RECORDED INFORMATION:

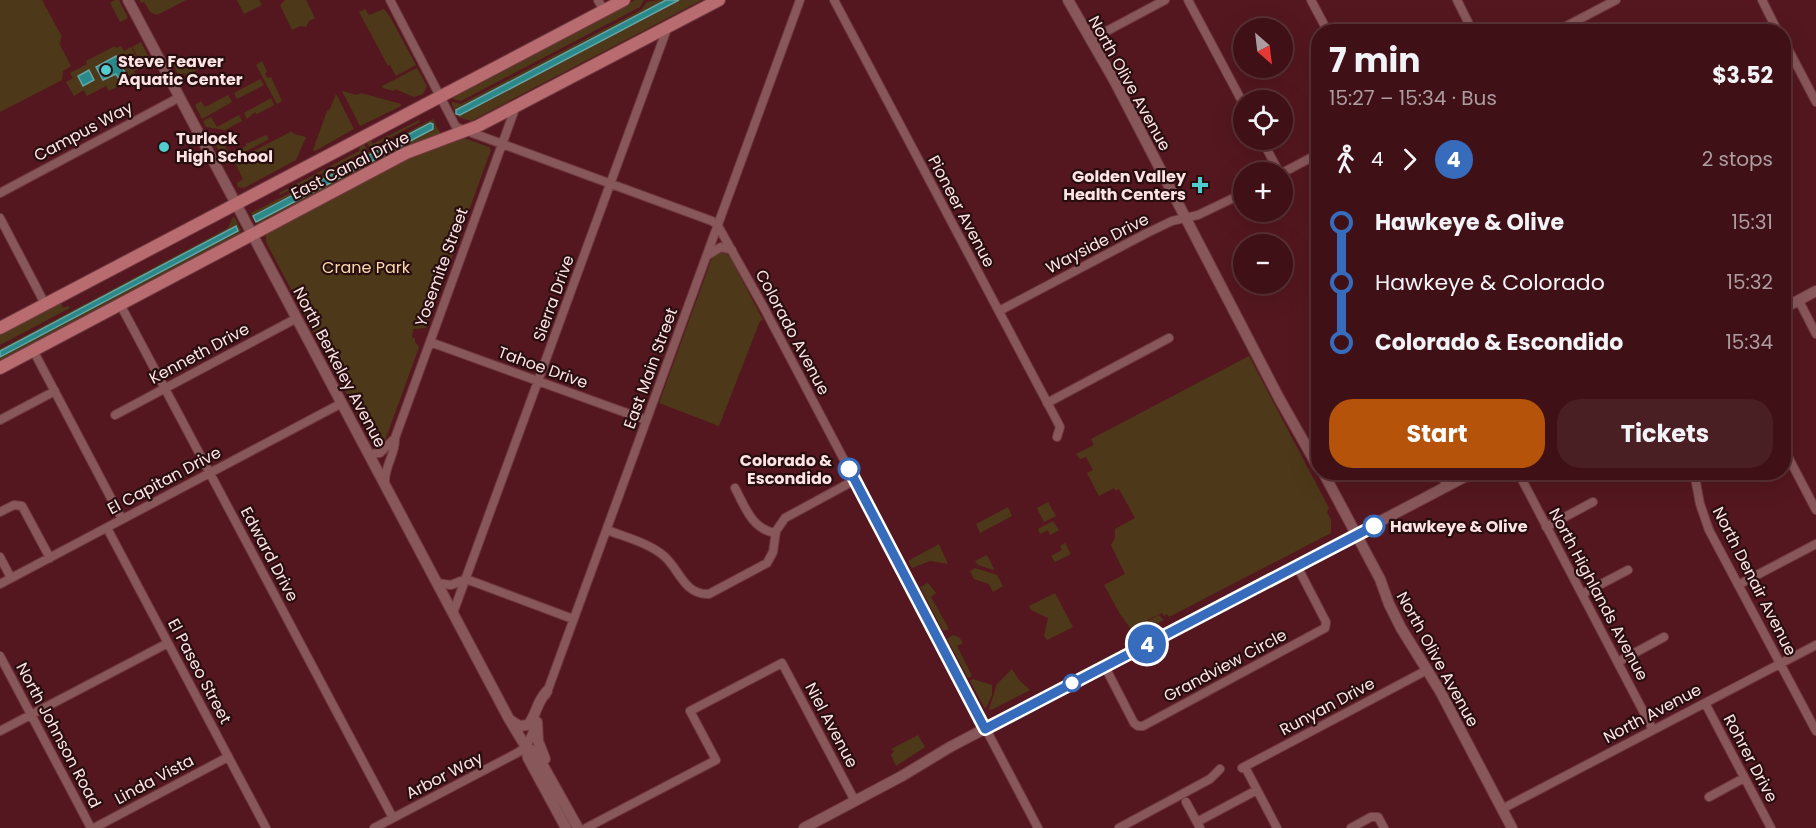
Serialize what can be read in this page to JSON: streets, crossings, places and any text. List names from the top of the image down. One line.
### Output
{"streets":{"main road":["East Canal Drive"],"street":["North Olive Avenue","Campus Way","Pioneer Avenue","Wayside Drive","Yosemite Street","Sierra Drive","Colorado Avenue","Kenneth Drive","North Berkeley Avenue","Tahoe Drive","East Main Street","El Capitan Drive","Edward Drive","North Denair Avenue","North Highlands Avenue","Grandview Circle","El Paseo Street","Runyan Drive","North Avenue","Niel Avenue","North Johnson Road","Rohrer Drive","Arbor Way","Linda Vista"]},"crossings":[["North Olive Avenue","Wayside Drive"],["North Olive Avenue","Runyan Drive"],["North Olive Avenue","North Avenue"],["Campus Way","North Berkeley Avenue"],["East Canal Drive","Yosemite Street"],["East Canal Drive","Sierra Drive"],["East Canal Drive","North Berkeley Avenue"],["East Canal Drive","Edward Drive"],["Pioneer Avenue","Wayside Drive"],["Yosemite Street","North Berkeley Avenue"],["Yosemite Street","Tahoe Drive"],["Sierra Drive","North Berkeley Avenue"],["Sierra Drive","Tahoe Drive"],["Colorado Avenue","East Main Street"],["Kenneth Drive","North Berkeley Avenue"],["Kenneth Drive","Edward Drive"],["North Berkeley Avenue","East Main Street"],["North Berkeley Avenue","El Capitan Drive"],["North Berkeley Avenue","Arbor Way"],["Tahoe Drive","East Main Street"],["East Main Street","Arbor Way"],["El Capitan Drive","Edward Drive"],["El Capitan Drive","El Paseo Street"],["Edward Drive","Arbor Way"],["North Denair Avenue","North Avenue"],["North Highlands Avenue","North Avenue"],["El Paseo Street","Linda Vista"],["North Avenue","Rohrer Drive"],["North Johnson Road","Linda Vista"]],"parks":["Crane Park"],"places":{"other":["Steve Feaver Aquatic Center","Turlock High School","Colorado & Escondido","Hawkeye & Olive"],"health":["Golden Valley Health Centers"]},"lines":["bus line 4"],"north":"bottom right","page":{"on_map":"4","map_buttons":["+","−"],"heading":["7 min","15:27 – 15:34 · Bus","$3.52"],"legs":["4","4","2 stops"],"list":[{"name":"Hawkeye & Olive","value":"15:31"},{"name":"Hawkeye & Colorado","value":"15:32"},{"name":"Colorado & Escondido","value":"15:34"}],"buttons":["Start","Tickets"]}}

TASK: Line by line, write out the material above exactly, with no images.

SOLUTION FOR THIS EXERCISE:
Serialize what can be read in this page to JSON: streets, crossings, places and any text. List names from the top of the image down. One line.
### Output
{"streets":{"main road":["East Canal Drive"],"street":["North Olive Avenue","Campus Way","Pioneer Avenue","Wayside Drive","Yosemite Street","Sierra Drive","Colorado Avenue","Kenneth Drive","North Berkeley Avenue","Tahoe Drive","East Main Street","El Capitan Drive","Edward Drive","North Denair Avenue","North Highlands Avenue","Grandview Circle","El Paseo Street","Runyan Drive","North Avenue","Niel Avenue","North Johnson Road","Rohrer Drive","Arbor Way","Linda Vista"]},"crossings":[["North Olive Avenue","Wayside Drive"],["North Olive Avenue","Runyan Drive"],["North Olive Avenue","North Avenue"],["Campus Way","North Berkeley Avenue"],["East Canal Drive","Yosemite Street"],["East Canal Drive","Sierra Drive"],["East Canal Drive","North Berkeley Avenue"],["East Canal Drive","Edward Drive"],["Pioneer Avenue","Wayside Drive"],["Yosemite Street","North Berkeley Avenue"],["Yosemite Street","Tahoe Drive"],["Sierra Drive","North Berkeley Avenue"],["Sierra Drive","Tahoe Drive"],["Colorado Avenue","East Main Street"],["Kenneth Drive","North Berkeley Avenue"],["Kenneth Drive","Edward Drive"],["North Berkeley Avenue","East Main Street"],["North Berkeley Avenue","El Capitan Drive"],["North Berkeley Avenue","Arbor Way"],["Tahoe Drive","East Main Street"],["East Main Street","Arbor Way"],["El Capitan Drive","Edward Drive"],["El Capitan Drive","El Paseo Street"],["Edward Drive","Arbor Way"],["North Denair Avenue","North Avenue"],["North Highlands Avenue","North Avenue"],["El Paseo Street","Linda Vista"],["North Avenue","Rohrer Drive"],["North Johnson Road","Linda Vista"]],"parks":["Crane Park"],"places":{"other":["Steve Feaver Aquatic Center","Turlock High School","Colorado & Escondido","Hawkeye & Olive"],"health":["Golden Valley Health Centers"]},"lines":["bus line 4"],"north":"bottom right","page":{"on_map":"4","map_buttons":["+","−"],"heading":["7 min","15:27 – 15:34 · Bus","$3.52"],"legs":["4","4","2 stops"],"list":[{"name":"Hawkeye & Olive","value":"15:31"},{"name":"Hawkeye & Colorado","value":"15:32"},{"name":"Colorado & Escondido","value":"15:34"}],"buttons":["Start","Tickets"]}}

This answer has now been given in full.